Hey guys!  Second brisket attempt on the Traeger select.  Just like my beef ribs... the brisket was decent but a little tough and on the dry side.  Any pointers are appreciated. I am not sure if it is over or under cooked slightly.

225 degrees for the entire 12 hour cook
3 hours untouched
hourly spray with apple juice between 3-6 until internal temp probe showed 164 degrees
wrapped in butcher paper and back on the grille until it hit 199 degrees internal (12 hours total)
40 minute rest in cooler. 

(quick youtube clip of the inside)


picture attached for reference. Some juice on the point side but not much at all on the flat. 
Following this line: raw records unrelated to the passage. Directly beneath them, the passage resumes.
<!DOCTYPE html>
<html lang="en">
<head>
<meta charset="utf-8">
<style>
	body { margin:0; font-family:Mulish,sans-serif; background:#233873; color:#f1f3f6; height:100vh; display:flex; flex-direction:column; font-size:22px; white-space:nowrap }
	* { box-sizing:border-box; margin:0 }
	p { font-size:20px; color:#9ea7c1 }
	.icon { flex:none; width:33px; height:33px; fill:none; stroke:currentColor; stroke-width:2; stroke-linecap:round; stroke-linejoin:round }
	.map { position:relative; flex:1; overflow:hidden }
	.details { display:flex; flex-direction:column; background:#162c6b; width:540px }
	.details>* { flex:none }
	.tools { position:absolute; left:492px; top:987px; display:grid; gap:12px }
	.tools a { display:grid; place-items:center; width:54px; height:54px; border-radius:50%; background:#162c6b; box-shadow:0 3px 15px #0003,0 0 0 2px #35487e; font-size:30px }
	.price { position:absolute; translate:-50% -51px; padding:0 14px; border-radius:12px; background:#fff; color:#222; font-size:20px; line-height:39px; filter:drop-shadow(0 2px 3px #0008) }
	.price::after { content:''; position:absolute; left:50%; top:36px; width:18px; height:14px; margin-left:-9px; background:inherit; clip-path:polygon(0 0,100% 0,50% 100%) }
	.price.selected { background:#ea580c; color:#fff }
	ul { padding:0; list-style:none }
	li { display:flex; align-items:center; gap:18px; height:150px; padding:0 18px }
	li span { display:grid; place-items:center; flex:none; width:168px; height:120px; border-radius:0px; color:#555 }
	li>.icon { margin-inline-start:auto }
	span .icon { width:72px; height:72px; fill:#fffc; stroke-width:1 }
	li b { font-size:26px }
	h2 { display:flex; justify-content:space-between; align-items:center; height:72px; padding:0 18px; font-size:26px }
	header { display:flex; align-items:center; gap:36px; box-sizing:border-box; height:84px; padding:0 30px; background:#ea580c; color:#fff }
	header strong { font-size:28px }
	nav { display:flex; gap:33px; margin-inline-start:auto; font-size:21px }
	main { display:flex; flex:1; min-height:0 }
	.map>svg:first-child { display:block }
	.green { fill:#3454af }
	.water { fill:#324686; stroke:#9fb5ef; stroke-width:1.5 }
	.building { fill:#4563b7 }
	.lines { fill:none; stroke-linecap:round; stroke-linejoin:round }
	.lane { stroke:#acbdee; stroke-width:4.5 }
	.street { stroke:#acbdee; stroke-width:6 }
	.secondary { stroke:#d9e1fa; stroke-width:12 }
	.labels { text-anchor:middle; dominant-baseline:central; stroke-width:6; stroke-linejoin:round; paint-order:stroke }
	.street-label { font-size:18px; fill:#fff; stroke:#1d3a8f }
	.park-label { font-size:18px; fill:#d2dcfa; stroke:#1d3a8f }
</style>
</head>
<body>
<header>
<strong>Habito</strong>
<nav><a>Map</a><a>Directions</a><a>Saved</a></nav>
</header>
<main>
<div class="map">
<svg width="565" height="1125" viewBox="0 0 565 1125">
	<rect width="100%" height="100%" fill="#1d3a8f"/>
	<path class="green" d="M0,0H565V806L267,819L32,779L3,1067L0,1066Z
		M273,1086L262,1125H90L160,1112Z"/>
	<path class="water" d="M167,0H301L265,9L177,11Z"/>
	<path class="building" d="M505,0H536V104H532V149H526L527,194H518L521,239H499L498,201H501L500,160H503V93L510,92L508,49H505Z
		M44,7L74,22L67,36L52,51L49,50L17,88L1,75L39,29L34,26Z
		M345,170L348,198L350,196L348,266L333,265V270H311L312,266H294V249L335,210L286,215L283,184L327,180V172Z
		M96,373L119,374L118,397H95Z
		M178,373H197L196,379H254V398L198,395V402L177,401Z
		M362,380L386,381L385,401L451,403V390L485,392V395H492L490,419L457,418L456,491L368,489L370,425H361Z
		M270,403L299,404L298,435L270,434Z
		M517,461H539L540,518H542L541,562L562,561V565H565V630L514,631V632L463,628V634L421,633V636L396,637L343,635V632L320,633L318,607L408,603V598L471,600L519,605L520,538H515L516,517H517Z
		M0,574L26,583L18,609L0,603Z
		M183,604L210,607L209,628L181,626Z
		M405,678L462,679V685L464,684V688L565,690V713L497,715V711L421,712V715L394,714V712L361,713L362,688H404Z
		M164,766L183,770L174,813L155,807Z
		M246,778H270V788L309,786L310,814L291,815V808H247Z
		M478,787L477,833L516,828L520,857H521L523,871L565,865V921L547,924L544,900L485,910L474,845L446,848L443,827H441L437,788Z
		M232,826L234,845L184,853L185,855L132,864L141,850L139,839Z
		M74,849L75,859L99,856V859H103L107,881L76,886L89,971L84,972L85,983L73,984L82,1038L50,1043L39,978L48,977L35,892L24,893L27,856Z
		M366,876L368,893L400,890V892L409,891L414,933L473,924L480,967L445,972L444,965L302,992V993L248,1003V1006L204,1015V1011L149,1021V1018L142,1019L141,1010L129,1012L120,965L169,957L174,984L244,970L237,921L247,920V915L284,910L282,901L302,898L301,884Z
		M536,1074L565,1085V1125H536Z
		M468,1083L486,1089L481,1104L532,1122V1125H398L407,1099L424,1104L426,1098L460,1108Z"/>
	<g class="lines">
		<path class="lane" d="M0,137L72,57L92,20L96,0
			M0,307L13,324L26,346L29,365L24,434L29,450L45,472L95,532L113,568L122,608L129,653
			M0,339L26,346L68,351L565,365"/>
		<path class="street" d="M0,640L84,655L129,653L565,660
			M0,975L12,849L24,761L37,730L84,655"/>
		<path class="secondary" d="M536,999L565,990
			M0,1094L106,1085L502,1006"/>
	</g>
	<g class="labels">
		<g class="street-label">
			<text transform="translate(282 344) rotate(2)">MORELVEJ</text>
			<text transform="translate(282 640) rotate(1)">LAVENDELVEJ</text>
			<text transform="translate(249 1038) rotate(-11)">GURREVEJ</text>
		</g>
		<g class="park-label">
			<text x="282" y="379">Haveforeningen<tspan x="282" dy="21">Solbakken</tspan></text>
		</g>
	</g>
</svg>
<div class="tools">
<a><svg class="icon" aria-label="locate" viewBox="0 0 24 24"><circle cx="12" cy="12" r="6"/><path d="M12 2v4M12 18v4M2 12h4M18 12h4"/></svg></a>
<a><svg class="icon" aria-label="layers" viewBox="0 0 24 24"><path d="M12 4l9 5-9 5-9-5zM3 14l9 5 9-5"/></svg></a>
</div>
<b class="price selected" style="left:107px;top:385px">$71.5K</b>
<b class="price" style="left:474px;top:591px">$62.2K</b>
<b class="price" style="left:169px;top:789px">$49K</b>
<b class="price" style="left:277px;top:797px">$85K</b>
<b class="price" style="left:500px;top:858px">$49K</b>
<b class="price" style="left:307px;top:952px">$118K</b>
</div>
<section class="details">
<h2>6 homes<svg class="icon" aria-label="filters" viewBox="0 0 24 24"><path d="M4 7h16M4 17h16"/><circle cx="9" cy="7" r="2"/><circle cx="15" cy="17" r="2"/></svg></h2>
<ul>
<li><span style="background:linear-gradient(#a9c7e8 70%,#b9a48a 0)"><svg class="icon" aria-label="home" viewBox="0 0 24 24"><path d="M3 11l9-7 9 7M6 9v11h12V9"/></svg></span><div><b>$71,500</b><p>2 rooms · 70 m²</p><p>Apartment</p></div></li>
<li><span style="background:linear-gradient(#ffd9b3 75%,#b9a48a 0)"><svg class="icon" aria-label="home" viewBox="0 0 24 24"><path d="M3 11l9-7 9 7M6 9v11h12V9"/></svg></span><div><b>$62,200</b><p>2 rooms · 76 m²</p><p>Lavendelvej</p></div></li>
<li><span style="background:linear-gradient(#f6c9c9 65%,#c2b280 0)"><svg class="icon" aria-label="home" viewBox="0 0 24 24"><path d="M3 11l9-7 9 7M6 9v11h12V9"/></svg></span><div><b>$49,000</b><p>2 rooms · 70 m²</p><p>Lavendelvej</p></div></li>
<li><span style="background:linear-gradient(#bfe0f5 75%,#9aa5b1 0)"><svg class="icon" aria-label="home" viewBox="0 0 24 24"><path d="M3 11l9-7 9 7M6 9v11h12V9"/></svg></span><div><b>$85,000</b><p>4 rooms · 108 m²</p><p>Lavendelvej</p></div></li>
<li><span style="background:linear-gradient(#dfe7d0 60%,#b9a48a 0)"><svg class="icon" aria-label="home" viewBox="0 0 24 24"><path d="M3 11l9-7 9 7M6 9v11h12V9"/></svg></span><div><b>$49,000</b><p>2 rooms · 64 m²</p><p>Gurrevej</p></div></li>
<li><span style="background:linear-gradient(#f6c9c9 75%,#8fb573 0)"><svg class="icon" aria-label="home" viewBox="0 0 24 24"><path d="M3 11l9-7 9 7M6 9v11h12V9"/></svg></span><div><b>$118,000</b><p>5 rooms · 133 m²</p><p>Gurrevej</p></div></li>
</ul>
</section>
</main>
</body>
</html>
Everyone says that if it was overcooked it would fall apart.... but if it needed more time on the grille then where did all the moisture go?


----------



## bregent (Jun 17, 2019)

Yeah, it looks under cooked. Much of the moisture in a brisket comes from collagen and the break down of connective tissue. If under cooked, the brisket can seem dry. Note that it's never going to be like a juicy steak.  Cook until probe tender, not by internal temp. It may take a few times to get the right feel for this - the probe should slide in with no effort. Slices should pass the pull test.


----------



## krj (Jun 17, 2019)

Yea, I'd definitely say under cooked. Brisket is a fickle mistress, the temp recommendations are a good starting place, but the jiggle and probe tenderness is the best way to check. Honestly, I prefer an overcooked brisket as opposed to an undercooked one. If you can hit that sweet spot, it's pretty damn tasty.


----------



## TomKnollRFV (Jun 17, 2019)

Definitely undercooked.

If you got left overs, just use them for beans and chili though, it'll be darn good for that.


----------



## Torq (Jun 17, 2019)

bregent said:


> Yeah, it looks under cooked. Much of the moisture in a brisket comes from collagen and the break down of connective tissue. If under cooked, the brisket can seem dry. Note that it's never going to be like a juicy steak.  Cook until probe tender, not by internal temp. It may take a few times to get the right feel for this - the probe should slide in with no effort. Slices should pass the pull test.



So its possible to go from dry and tough to juicy and tender with additional cook time due to the break down of the connective tissue?  Sounds like i just need to ride it out for a bit longer and see how it goes.  My fear was ending up with 11lbs of beef jerky.


----------



## Torq (Jun 17, 2019)

TomKnollRFV said:


> Definitely undercooked.
> 
> If you got left overs, just use them for beans and chili though, it'll be darn good for that.



Thanks for the tip!


----------



## TomKnollRFV (Jun 17, 2019)

'Primal' cuts like Brisket have alot of connective tissue/collagen that actually take an eternity to break down. It's why if you cut a chunk of chuck and tossed it on a grill and cooked it for a few minutes, it would be tough as leather.

But the same cut, when sous vide or smoked for half a day just is tender as can be. It's that connective tissue breaking down. It really is a matter of riding it out. I've had a brisket go for 30 some hours. Boy was it tender and it was worth the hassle.


----------